___ INPUT

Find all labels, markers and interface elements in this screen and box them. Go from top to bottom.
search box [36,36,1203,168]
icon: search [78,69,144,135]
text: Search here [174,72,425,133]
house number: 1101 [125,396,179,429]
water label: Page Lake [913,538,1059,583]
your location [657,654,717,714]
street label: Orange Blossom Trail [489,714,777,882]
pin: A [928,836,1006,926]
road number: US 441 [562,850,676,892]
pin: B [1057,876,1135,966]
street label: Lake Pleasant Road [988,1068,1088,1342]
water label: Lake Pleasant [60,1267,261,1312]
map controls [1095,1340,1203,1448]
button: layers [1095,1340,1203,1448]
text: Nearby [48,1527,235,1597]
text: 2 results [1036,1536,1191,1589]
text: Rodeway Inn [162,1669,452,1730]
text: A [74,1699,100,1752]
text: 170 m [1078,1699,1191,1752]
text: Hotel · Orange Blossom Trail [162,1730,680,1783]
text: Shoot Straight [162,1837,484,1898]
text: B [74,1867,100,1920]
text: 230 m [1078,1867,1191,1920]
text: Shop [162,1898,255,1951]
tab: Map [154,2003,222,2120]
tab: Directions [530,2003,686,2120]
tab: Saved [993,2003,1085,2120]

______

### TO DO
Could you please report how many lines of the listing above hold the word "Trail"? Only the number is needed.

### SOLUTION BELOW
2